I’m a little anticipatory (Huh, spelled that word right on the first try.) about NaNoWriMo this year, but I think it’s mostly surrounding starting on the third book of my trilogy. If a book two was uncharted waters, then book three is so far off the map I can’t even begin to wonder what it will be like. But then being a discovery writer, to me, is all about having faith in your ability to eventually figure out wtf is going on. Writing, keys flying over the keyboard, and suddenly your characters are doing something you didn’t expect, the plot is going out into left field, and that moment when suddenly it all works and makes sense? Oh man, it is pretty great.

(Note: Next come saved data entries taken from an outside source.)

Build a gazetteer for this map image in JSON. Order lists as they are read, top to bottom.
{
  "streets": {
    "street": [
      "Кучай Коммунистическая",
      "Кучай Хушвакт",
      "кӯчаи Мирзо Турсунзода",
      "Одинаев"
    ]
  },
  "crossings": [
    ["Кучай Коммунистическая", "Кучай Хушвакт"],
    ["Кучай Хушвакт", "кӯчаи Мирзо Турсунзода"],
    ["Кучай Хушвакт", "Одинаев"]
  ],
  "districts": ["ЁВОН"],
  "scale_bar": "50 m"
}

I’m sticking with the standard 50k words for my NaNo goal. I know I won’t be able to get much past that without going through and smoothing a few times anyway, so trying to push for more words will just burn me out like it did two years ago. (Yay, learning from my mistakes.) So 2000 words per day (Fridays off). No big, it’s just NaNoWriMo. If you’d like to follow my progress: This is me.

Feeling Productive

From the past several posts, you can probably see that things have been rough for a while. Yep, it was. And I kept going because, well there wasn’t any other option in my opinion. I can only hide under the desk for so long before writing calls me back.

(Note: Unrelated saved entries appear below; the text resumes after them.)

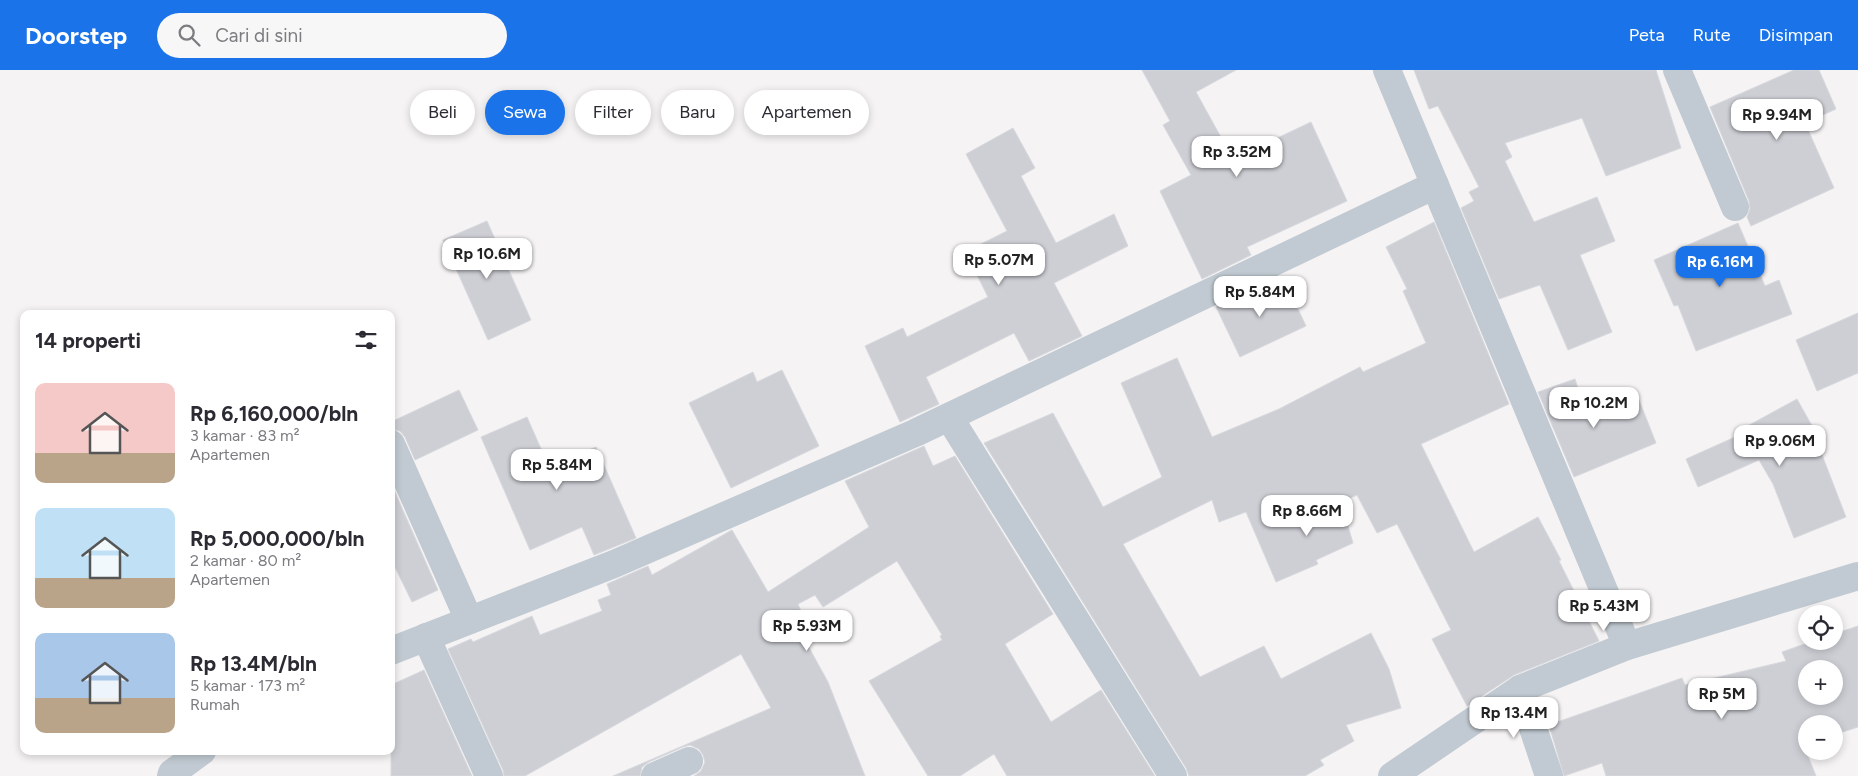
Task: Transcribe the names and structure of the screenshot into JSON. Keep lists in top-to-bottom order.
{
  "page": {
    "header": "Doorstep",
    "search": "Cari di sini",
    "nav": ["Peta", "Rute", "Disimpan"],
    "chip": [
      "Beli",
      "Sewa",
      "Filter",
      "Baru",
      "Apartemen"
    ],
    "price": [
      "Rp 9.94M",
      "Rp 3.52M",
      "Rp 10.6M",
      "Rp 5.07M",
      "Rp 6.16M",
      "Rp 5.84M",
      "Rp 10.2M",
      "Rp 9.06M",
      "Rp 5.84M",
      "Rp 8.66M",
      "Rp 5.43M",
      "Rp 5.93M",
      "Rp 5M",
      "Rp 13.4M"
    ],
    "heading": "14 properti",
    "list": [
      {
        "name": "Rp 6,160,000/bln",
        "note": "3 kamar · 83 m² · Apartemen"
      },
      {
        "name": "Rp 5,000,000/bln",
        "note": "2 kamar · 80 m² · Apartemen"
      },
      {
        "name": "Rp 13.4M/bln",
        "note": "5 kamar · 173 m² · Rumah"
      }
    ],
    "map_buttons": ["+", "−"]
  }
}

And these past two weeks I’ve really been tearing it up, writing-wise. Part of its is inspiration from the Wxr cruise. Another part is I am rewriting the Law of the Prince Charming to change the tense because I realized it worked better. And part is giving myself the goal of having an actual rough draft of the Huntsman finished before NaNo so I can start in on the Wizard. But I’ve put in more total hours this past week than I have in any previous week this year, and I still didn’t record a lot of the reading I was did. (Reading is still hard for me to chalk up toward career time, even if I am paying attention as a writer too.)

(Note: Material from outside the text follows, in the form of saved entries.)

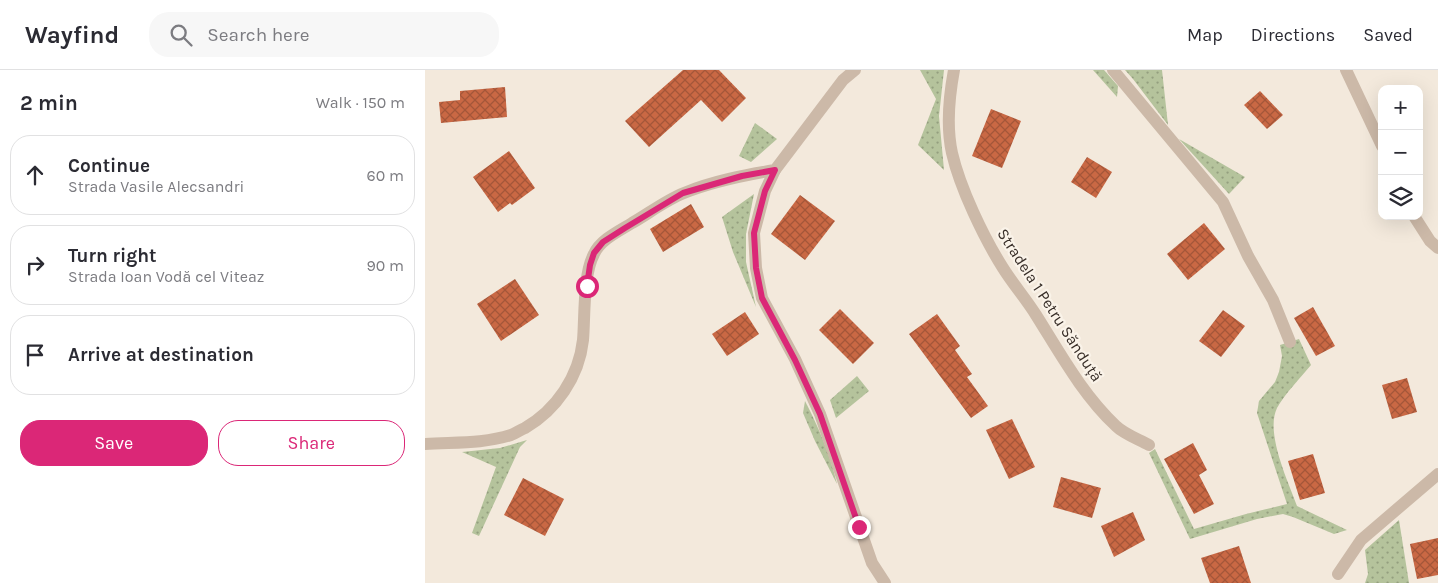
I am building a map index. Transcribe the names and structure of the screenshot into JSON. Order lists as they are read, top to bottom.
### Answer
{
  "streets": {
    "street": ["Stradela 1 Petru Sănduță"]
  },
  "page": {
    "header": "Wayfind",
    "search": "Search here",
    "nav": ["Map", "Directions", "Saved"],
    "heading": ["2 min", "Walk · 150 m"],
    "map_buttons": ["+", "−"],
    "list": [
      ["Continue", "Strada Vasile Alecsandri", "60 m"],
      ["Turn right", "Strada Ioan Vodă cel Viteaz", "90 m"],
      "Arrive at destination"
    ],
    "buttons": ["Save", "Share"]
  }
}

So I’m feeling very productive, and that is a nice place to be in. The plan is to carry the momentum forward. I have a list of the scenes I still need to write for the Huntsman, and I’m hoping to get those done in time to do a smoothing pass before November. I am trying to kick up the speed at which I am rewriting the Law of the Prince Charming. I seem to be at about 2 chapters a week, but even in just changing the tense of the words I already have written, it’s taking far longer than I expected. I also have an idea for another story that is literally trying to chew its way out of my head. Not sure if this is just a result of my anxiousness about trying to get the Huntsman done, or if the idea really warrants some attention. Either way, I’ll be doing a lot of writing for a while.

Quick pitch: “Dragons ride the elemental storms and Ryo was trained to fight both.” Yeah, I wrote it just now. It’ll be better when I spend time on it.